Data Dictionary - RAW Data Package Feeds

Connor Schlehuber

Apr 08, 2025

12321

Raw Job Records

This is the core of our data. Generally, models are built off of this data, or aggregates of the data. In general, when using any other file, do a left join with this file - dropping any reference information that does not have a job record (ie companies with no job records).

Daily File	CSV	Parquet
Location	Standard/Feeds/Raw Daily Job Records/	Standard/Feeds/Parquet/Raw Daily Job Records/
File Name	raw_daily_records_YYYY-MM-DD.csv.gz	raw_daily_records_YYYY-MM-DD-part-###.parquet
Monthly File	CSV	Parquet
Location	Standard/Feeds/Raw Full Job Records v2/	Standard/Feeds/Parquet/Raw Full Job Records v2/
File Name	raw_job_archive_v2_full_YYYY-MM-DD.tar.gz	raw_job_archive_v2_YYYY-MM-DD-part-####.parquet

Job Records Table

Field Name	Data Type	Description
hash	string/varchar	The unique identifier for job records. This is used to join job descriptions to job records.
title	string/varchar	Job title scraped from the unique url for the job post
company_id	string/varchar	Unique identifier for a company-scrape. This is is used to join to reference files with job records.
company_name	string/varchar	This is the name of the company pertaining to the company_ID.
city	string/varchar	City location for the job posting.
state	string/varchar	State or region for the job posting.
zip	string/varchar	Postal code for the job posting.
country	string/varchar
created	timestamp	The first time this job was observed and scraped.
last_checked	timestamp	The most recent time this site was scraped and this job posting was observed.
last_updated	timestamp	The most recent time that this site was scraped and observed a change in the job posting.
delete_date	timestamp	The most recent time this site was scraped and this job posting was not found.
unmapped_location	boolean	If True, this indicates that the job posting location was not able to be accurately identified.
url	string	The unique URL for the job posting.
base_hash	string/varchar	The unique identifier for job records on employer websites. This differs from hash as one base_hash might have multiple “hashes” as our dataset splits out jobs for each location listed on a job posting.
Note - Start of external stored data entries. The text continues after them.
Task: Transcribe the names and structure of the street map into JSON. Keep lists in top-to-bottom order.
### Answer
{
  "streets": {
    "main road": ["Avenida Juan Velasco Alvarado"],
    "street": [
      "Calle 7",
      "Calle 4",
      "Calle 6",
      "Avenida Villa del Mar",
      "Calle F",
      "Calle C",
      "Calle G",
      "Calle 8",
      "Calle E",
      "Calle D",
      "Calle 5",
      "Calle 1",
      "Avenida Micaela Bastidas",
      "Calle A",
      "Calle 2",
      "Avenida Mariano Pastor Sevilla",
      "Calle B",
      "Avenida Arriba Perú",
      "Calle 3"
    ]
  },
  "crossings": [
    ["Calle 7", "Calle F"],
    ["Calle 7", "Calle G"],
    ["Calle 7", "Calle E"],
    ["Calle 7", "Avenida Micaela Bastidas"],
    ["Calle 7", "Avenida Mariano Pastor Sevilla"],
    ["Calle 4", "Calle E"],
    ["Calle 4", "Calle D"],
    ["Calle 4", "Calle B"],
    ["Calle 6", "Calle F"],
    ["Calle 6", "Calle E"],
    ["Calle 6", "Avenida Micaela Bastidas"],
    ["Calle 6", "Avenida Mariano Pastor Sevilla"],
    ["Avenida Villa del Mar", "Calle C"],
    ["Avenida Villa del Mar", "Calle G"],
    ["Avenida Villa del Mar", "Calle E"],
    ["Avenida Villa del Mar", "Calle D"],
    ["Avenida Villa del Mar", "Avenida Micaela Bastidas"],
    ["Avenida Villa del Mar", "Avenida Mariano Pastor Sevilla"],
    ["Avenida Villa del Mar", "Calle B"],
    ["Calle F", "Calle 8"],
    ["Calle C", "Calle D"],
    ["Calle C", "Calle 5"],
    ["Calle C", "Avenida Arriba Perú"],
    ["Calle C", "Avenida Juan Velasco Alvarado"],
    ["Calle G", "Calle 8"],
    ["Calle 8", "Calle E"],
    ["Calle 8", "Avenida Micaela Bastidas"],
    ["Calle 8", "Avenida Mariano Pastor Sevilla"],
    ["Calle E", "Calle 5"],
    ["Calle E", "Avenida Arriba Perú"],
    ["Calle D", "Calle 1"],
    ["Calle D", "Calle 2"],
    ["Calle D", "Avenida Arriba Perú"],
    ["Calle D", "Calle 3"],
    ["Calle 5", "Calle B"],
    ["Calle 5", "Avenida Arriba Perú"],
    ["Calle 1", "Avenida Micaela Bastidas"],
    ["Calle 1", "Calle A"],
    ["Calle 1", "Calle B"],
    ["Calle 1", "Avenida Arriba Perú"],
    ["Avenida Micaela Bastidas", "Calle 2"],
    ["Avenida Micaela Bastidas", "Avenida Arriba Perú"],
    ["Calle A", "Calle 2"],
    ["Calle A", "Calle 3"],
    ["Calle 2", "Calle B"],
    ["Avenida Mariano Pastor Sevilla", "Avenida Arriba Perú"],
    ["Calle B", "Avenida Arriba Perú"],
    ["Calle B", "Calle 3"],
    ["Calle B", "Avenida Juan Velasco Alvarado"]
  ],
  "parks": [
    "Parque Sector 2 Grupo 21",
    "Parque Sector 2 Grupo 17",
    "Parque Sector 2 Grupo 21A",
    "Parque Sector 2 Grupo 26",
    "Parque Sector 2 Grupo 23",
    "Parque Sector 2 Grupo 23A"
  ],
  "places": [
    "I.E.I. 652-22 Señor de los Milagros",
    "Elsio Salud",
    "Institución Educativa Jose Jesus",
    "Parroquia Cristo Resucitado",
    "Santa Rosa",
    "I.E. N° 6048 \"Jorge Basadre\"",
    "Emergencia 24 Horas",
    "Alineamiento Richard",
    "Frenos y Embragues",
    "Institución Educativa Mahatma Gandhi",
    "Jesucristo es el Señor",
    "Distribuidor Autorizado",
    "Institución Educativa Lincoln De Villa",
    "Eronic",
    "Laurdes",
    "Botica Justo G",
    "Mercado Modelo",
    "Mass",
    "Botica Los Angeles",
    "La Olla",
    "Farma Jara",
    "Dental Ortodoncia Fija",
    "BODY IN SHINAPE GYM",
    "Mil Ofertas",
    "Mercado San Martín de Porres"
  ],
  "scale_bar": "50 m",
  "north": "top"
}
Raw Job Record Structured Fields

This table provides several additional fields typically found on a job portal or job record for any one job listing. Join this data to the job records table by hash.

What is a structured field?

A structured field is a data point found on a job portal or job record and is defined by the employer consistently across their job listings. The consistency of structured fields allows our web scrapes to capture additional data points not found in the job title or description.

Will every employer have all structured fields?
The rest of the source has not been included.